Amazing that the cameras are sound-enabled too, real space-sounds (or, like blowing over a beer bottle!)
 
You know, I can never think of the Voyager probes without a feeling of sadness. Just imagine how lonely it would be to be where they are. An almost incomprehensible distance away from home.

Giving us chilling, startling, contemplative and humbling images such as the aptly named, "Pale Blue Dot". I can't look at that photo without a profound sense of awe and inconsequentiality as to who we are and to what we have thusly amounted.


From this distant vantage point, the Earth might not seem of any particular interest. But for us, it's different. Look again at that dot. That's here, that's home, that's us. On it everyone you love, everyone you know, everyone you ever heard of, every human being who ever was, lived out their lives. The aggregate of our joy and suffering, thousands of confident religions, ideologies, and economic doctrines, every hunter and forager, every hero and coward, every creator and destroyer of civilization, every king and peasant, every young couple in love, every mother and father, hopeful child, inventor and explorer, every teacher of morals, every corrupt politician, every "superstar," every "supreme leader," every saint and sinner in the history of our species lived there – on a mote of dust suspended in a sunbeam.
The Earth is a very small stage in a vast cosmic arena. Think of the rivers of blood spilled by all those generals and emperors so that, in glory and triumph, they could become the momentary masters of a fraction of a dot. Think of the endless cruelties visited by the inhabitants of one corner of this pixel on the scarcely distinguishable inhabitants of some other corner, how frequent their misunderstandings, how eager they are to kill one another, how fervent their hatreds.

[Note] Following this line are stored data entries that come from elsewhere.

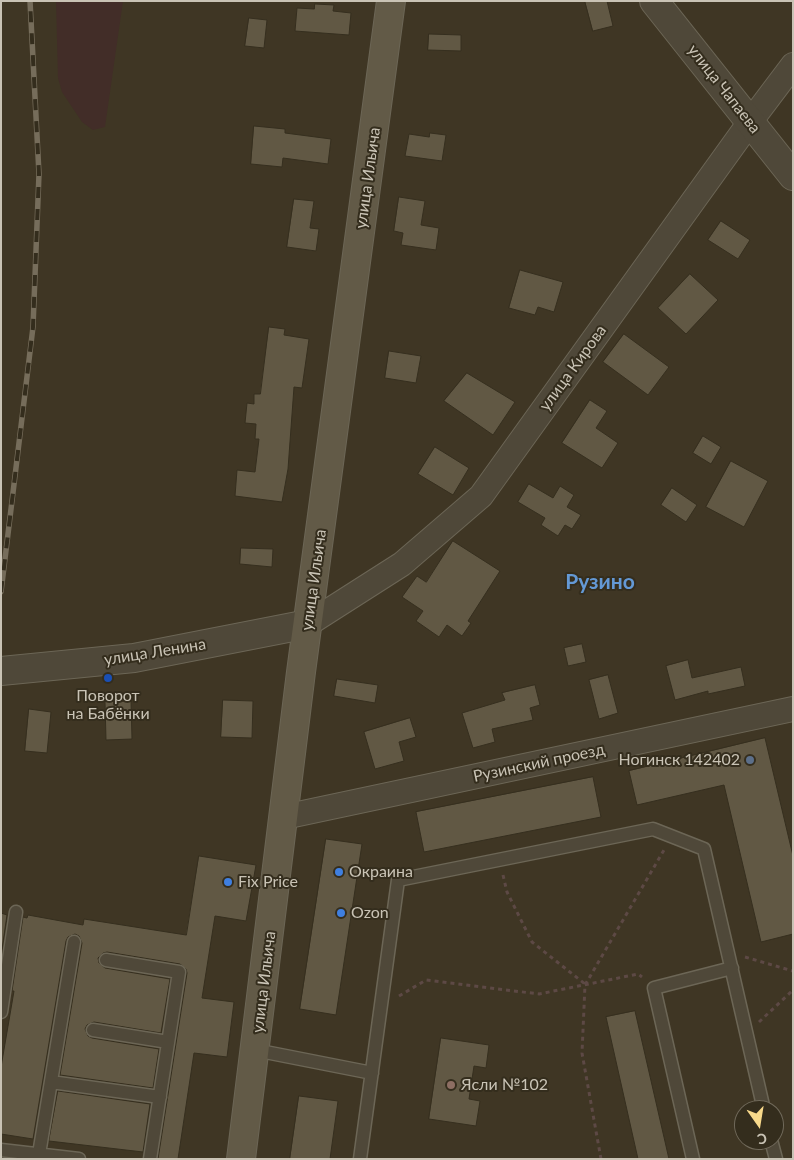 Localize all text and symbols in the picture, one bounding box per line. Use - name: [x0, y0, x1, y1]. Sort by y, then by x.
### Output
- street label: улица Чапаева: [683, 41, 765, 137]
- street label: улица Ильича: [351, 126, 385, 230]
- street label: улица Кирова: [535, 321, 611, 415]
- street label: улица Ильича: [297, 528, 331, 632]
- district label: Рузино: [565, 569, 635, 595]
- street label: улица Ленина: [103, 634, 207, 670]
- marker: Поворот на Бабёнки: [102, 672, 114, 684]
- place label: Поворот на Бабёнки: [66, 686, 150, 724]
- street label: Рузинский проезд: [471, 740, 607, 786]
- place label: Ногинск 142402: [618, 750, 740, 770]
- marker: Ногинск 142402: [744, 754, 756, 766]
- place label: Окраина: [349, 862, 413, 882]
- marker: Окраина: [333, 866, 345, 878]
- place label: Fix Price: [238, 872, 298, 892]
- marker: Fix Price: [222, 876, 234, 888]
- place label: Ozon: [351, 903, 389, 923]
- marker: Ozon: [335, 907, 347, 919]
- street label: улица Ильича: [248, 930, 280, 1034]
- place label: Ясли №102: [461, 1075, 548, 1095]
- marker: Ясли №102: [445, 1079, 457, 1091]
- north arrow: [734, 1100, 784, 1150]
- text: С: [756, 1130, 769, 1148] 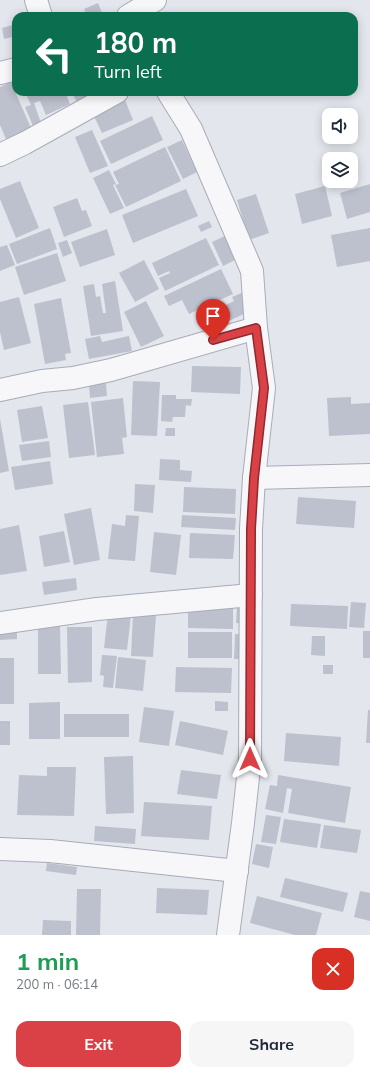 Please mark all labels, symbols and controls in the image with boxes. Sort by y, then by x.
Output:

Our posturings, our imagined self-importance, the delusion that we have some privileged position in the Universe, are challenged by this point of pale light. Our planet is a lonely speck in the great enveloping cosmic dark. In our obscurity, in all this vastness, there is no hint that help will come from elsewhere to save us from ourselves.
The Earth is the only world known so far to harbor life. There is nowhere else, at least in the near future, to which our species could migrate. Visit, yes. Settle, not yet. Like it or not, for the moment the Earth is where we make our stand.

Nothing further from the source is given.